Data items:
──────────────────────────────
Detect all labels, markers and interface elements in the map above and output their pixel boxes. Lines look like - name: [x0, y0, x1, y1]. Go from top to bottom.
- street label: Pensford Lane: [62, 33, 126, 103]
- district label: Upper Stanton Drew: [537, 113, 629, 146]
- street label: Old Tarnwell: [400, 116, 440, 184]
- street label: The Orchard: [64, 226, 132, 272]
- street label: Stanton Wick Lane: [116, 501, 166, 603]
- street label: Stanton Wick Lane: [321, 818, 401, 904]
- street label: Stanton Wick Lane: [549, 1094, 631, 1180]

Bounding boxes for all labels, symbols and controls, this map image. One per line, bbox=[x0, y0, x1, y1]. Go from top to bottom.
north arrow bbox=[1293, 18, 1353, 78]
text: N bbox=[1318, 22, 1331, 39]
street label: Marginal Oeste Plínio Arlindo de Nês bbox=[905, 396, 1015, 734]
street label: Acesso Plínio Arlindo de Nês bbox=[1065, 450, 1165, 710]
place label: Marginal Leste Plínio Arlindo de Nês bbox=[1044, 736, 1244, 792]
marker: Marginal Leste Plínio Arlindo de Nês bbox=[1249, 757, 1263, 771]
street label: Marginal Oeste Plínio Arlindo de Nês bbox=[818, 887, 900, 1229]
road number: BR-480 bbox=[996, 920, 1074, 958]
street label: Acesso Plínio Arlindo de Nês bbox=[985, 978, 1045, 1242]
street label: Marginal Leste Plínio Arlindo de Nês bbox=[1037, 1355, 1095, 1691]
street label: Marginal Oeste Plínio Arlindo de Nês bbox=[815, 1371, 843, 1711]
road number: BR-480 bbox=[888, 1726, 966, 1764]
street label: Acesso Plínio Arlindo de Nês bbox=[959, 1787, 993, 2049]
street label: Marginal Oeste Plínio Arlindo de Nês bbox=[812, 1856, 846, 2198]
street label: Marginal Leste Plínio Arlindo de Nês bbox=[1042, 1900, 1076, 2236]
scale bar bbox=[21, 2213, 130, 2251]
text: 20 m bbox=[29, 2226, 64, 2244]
──────────────────────────────
To do | Whatever the entries above contain, reproduce all of them exactly.

The answer |
Detect all labels, markers and interface elements in the map above and output their pixel boxes. Lines look like - name: [x0, y0, x1, y1]. Go from top to bottom.
- street label: Pensford Lane: [62, 33, 126, 103]
- district label: Upper Stanton Drew: [537, 113, 629, 146]
- street label: Old Tarnwell: [400, 116, 440, 184]
- street label: The Orchard: [64, 226, 132, 272]
- street label: Stanton Wick Lane: [116, 501, 166, 603]
- street label: Stanton Wick Lane: [321, 818, 401, 904]
- street label: Stanton Wick Lane: [549, 1094, 631, 1180]

Bounding boxes for all labels, symbols and controls, this map image. One per line, bbox=[x0, y0, x1, y1]. Go from top to bottom.
north arrow bbox=[1293, 18, 1353, 78]
text: N bbox=[1318, 22, 1331, 39]
street label: Marginal Oeste Plínio Arlindo de Nês bbox=[905, 396, 1015, 734]
street label: Acesso Plínio Arlindo de Nês bbox=[1065, 450, 1165, 710]
place label: Marginal Leste Plínio Arlindo de Nês bbox=[1044, 736, 1244, 792]
marker: Marginal Leste Plínio Arlindo de Nês bbox=[1249, 757, 1263, 771]
street label: Marginal Oeste Plínio Arlindo de Nês bbox=[818, 887, 900, 1229]
road number: BR-480 bbox=[996, 920, 1074, 958]
street label: Acesso Plínio Arlindo de Nês bbox=[985, 978, 1045, 1242]
street label: Marginal Leste Plínio Arlindo de Nês bbox=[1037, 1355, 1095, 1691]
street label: Marginal Oeste Plínio Arlindo de Nês bbox=[815, 1371, 843, 1711]
road number: BR-480 bbox=[888, 1726, 966, 1764]
street label: Acesso Plínio Arlindo de Nês bbox=[959, 1787, 993, 2049]
street label: Marginal Oeste Plínio Arlindo de Nês bbox=[812, 1856, 846, 2198]
street label: Marginal Leste Plínio Arlindo de Nês bbox=[1042, 1900, 1076, 2236]
scale bar bbox=[21, 2213, 130, 2251]
text: 20 m bbox=[29, 2226, 64, 2244]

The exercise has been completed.